> **What this task involves**
From the records below, give the number of lines that include the word "Drive". Add no other words.

-- Records provided follows --

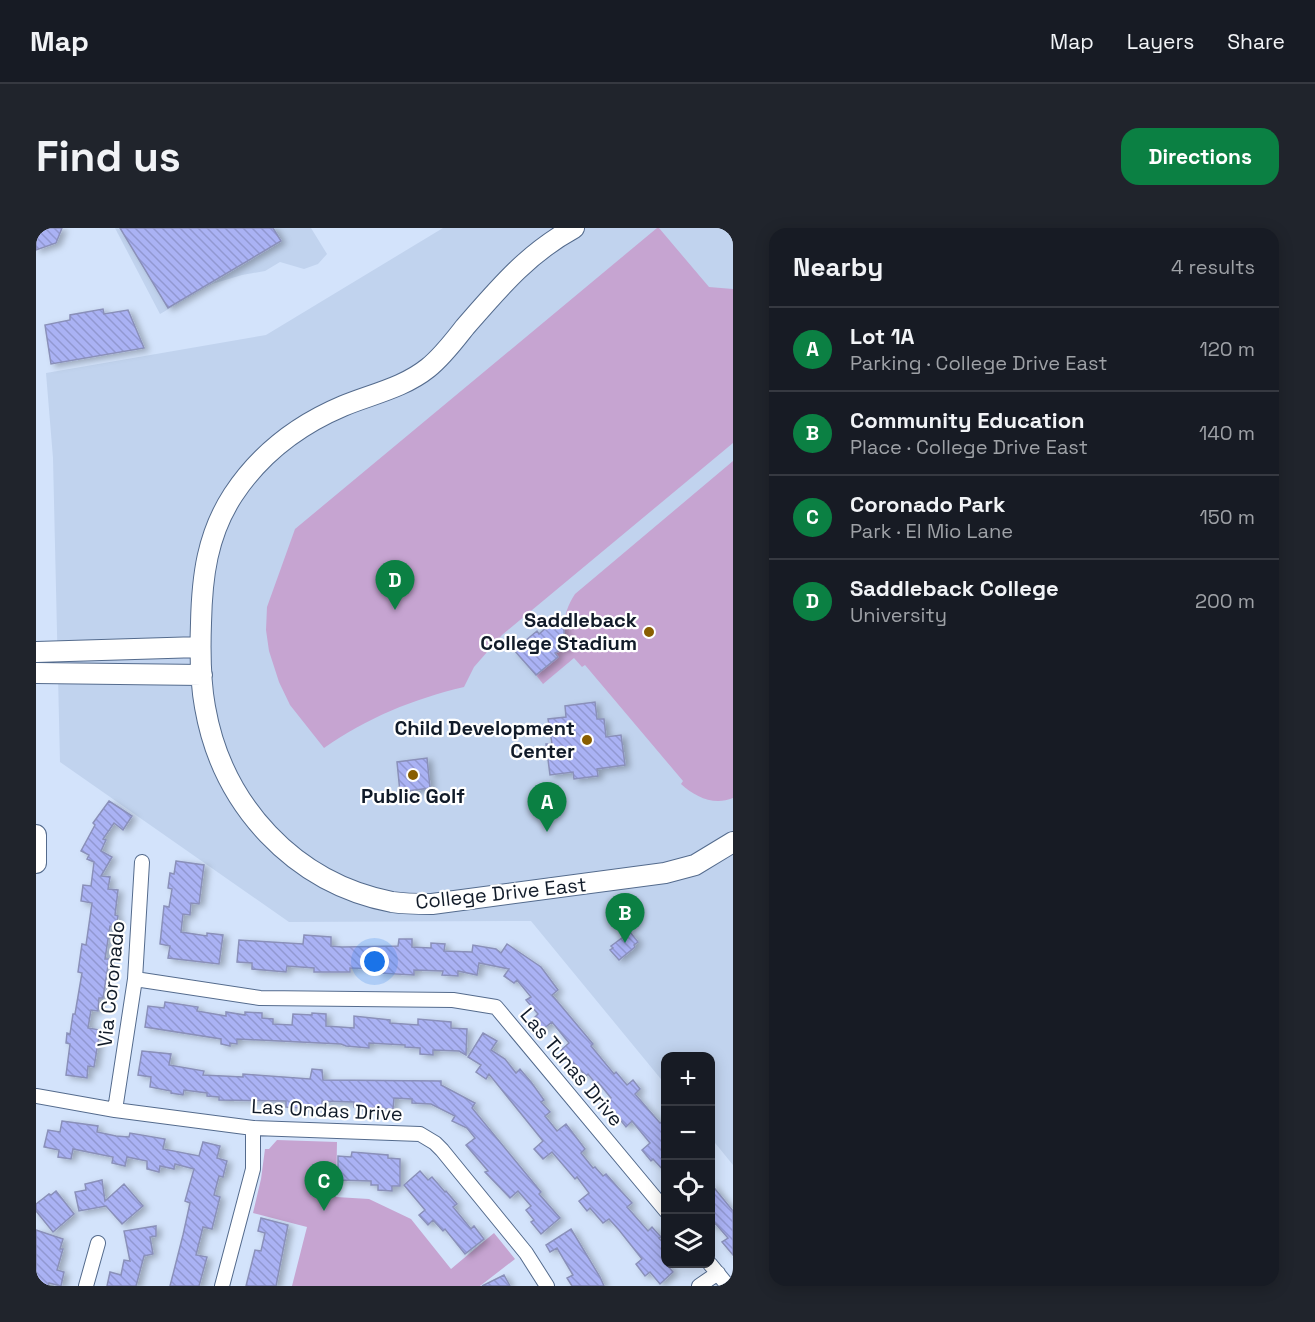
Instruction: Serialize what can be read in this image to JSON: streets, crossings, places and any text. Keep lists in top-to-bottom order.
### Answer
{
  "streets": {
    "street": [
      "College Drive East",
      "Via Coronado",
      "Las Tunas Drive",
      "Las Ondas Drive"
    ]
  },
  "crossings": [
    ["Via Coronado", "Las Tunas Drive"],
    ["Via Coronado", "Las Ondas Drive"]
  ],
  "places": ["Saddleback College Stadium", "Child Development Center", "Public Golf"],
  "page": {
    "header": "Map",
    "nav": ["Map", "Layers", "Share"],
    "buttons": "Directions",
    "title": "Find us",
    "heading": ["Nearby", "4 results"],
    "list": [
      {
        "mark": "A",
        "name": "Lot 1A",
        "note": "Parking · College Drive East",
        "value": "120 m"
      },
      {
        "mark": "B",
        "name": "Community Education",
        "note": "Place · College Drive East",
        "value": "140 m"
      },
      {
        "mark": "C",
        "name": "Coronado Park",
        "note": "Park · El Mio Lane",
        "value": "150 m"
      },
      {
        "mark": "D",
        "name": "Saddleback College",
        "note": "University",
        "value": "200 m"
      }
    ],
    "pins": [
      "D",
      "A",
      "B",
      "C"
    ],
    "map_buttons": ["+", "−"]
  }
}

-- Records provided concluded --

> **Your solution**
7